FFM, 9. Januar 2010 *Name von der Redaktion geändert „Das Anfang 2007 eingeführte Elterngeld schafft nach der Geburt eines Kindes den notwendigen Schonraum für einen guten Start in das gemeinsame Leben mit dem neuen Familienmitglied“, verspricht das Familienministerium auf seiner Homepage.
An die Bedürfnisse von Frühcheneltern ist dabei allerdings nicht gedacht, denn von gemeinsamem Leben mit dem neuen Familienmitglied kann im Falle einer Frühgeburt absolut keine Rede sein. Statt mit den Eltern zu Hause zu sein, müssen Frühchen oft viele Wochen und Monate auf einer Intensivstation betreut werden.

Dennoch entsteht der Anspruch auf Elterngeld bereits zum Zeitpunkt der Geburt. Damit verlieren Frühcheneltern wertvolle Zeit, die sie so dringend für ein gemeinsames Familienleben nach der Klinik brauchen. Zudem führen komplizierte und unübersichtliche Verrechnungsregelungen mit für erwerbstätige Frühchenmütter geltenden, verlängerten Mutterschutzfristen bei vielen zu einer weiteren bösen Überraschung.

Auch die erwerbstätige Heike B.* ist von den Folgen betroffen. Verzweifelt wendet sie sich an den Bundesverband „Das frühgeborene Kind“ e.V. Ihr Sohn Tom* kam bereits im Oktober letzten Jahres und damit ganze vier Monate vor dem eigentlichen Termin zur Welt. Die folgenden Wochen und Monate bangt die Mutter tagtäglich um sein Leben, bis sich Tom soweit stabilisiert hat, dass eine Entlassung nach Hause in Frage kommt. Wenn alles gut geht, kann sie ihren kleinen Sohn rund um den errechneten Geburtstermin im Februar endlich mit nach Hause nehmen. Als alleinerziehende Mutter fehlen ihr zu diesem Zeitpunkt allerdings schon viereinhalb Monate des ihr für insgesamt 14 Monate zustehenden Elterngeldes. Und dabei sollte gerade dieses ihr es doch ermöglichen, sich endlich eigenverantwortlich und ohne finanzielle Sorgen um ihren Sohn kümmern zu können. Ratlos fragt sie sich, wie es weitergehen soll. „Ich bin davon ausgegangen, dass die 14 Monate Elternzeit bis April 2011 dauern, weil mein Sohn erst im Februar 2010 hätte zur Welt kommen sollen. Jetzt endet meine Elternzeit aber bereits im Dezember 2010, obwohl mein Kind mich mit Sicherheit auch weiterhin dringend braucht“, berichtet sie. „Demnach muss ich bereits zu diesem Zeitpunkt entweder wieder arbeiten gehen und mein Kind in fremde Hände geben oder Harz IV beantragen“, stellt sie ernüchtert fest. Das sind wenig erfreuliche Aussichten für Frühcheneltern wie Heike B.*, die sich immer wieder verärgert, enttäuscht und ratlos beim Bundesverband „Das frühgeborene Kind“ e.V. melden. Sie können nicht glauben, dass ihnen nach all den traumatischen Erfahrungen nun auch noch diese Ungerechtigkeit droht. „In diesem Zusammenhang von Familienleistung zu sprechen, ist ein Hohn“, beklagt sich Frühchenvater Thorsten B.*, denn von Familienleben kann während des langen Aufenthalts auf einer Intensivstation wahrlich keine Rede sein.

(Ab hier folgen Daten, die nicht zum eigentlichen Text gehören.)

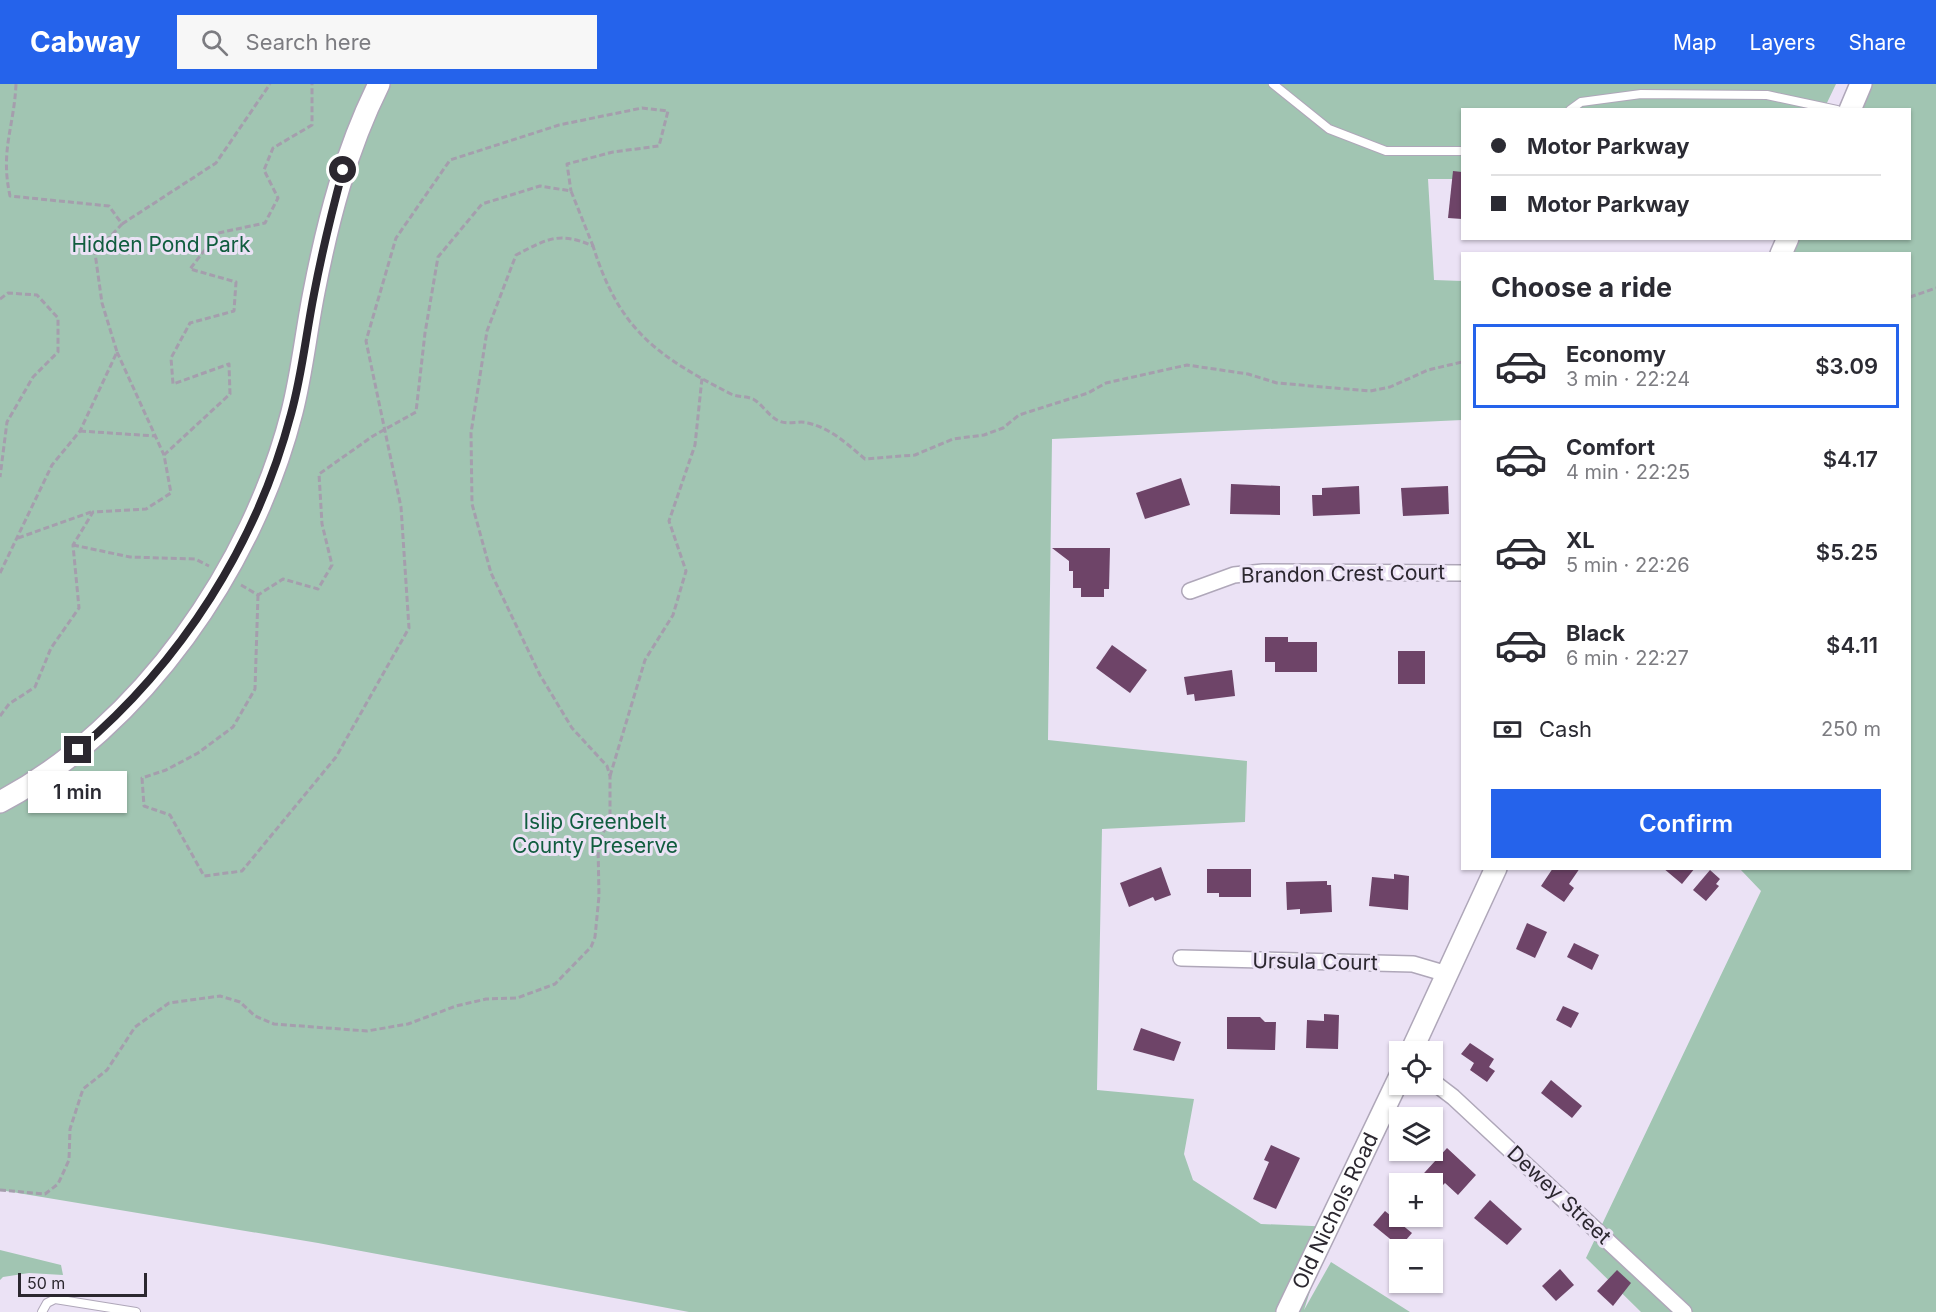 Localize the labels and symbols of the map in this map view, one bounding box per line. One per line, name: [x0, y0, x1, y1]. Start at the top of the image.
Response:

Das zuständige Ministerium in Berlin zeigt sich dagegen völlig uneinsichtig. Eine Ungleichbehandlung von Frühcheneltern mit Eltern reif geborener Kinder könne man nicht erkennen. Handlungsbedarf bestehe deshalb nicht. Schließlich erhielten grundsätzlich alle Eltern längstens bis zum 14. Lebensmonat ihres Kindes Elterngeld. Die individuelle Lebenssituation von Frühcheneltern könne im Interesse der Durchführbarkeit des Gesetzes keine Ausnahme begründen. „Wichtiger als Hilfe für betroffene Eltern ist also die Bürokratie“, entrüstet sich Hans-Jürgen Wirthl, Vorstandsvorsitzender des Bundesverbandes. Auch die Verrechnung von Elterngeld mit Mutterschaftsgeld ist nach Auffassung des Ministeriums unbedenklich.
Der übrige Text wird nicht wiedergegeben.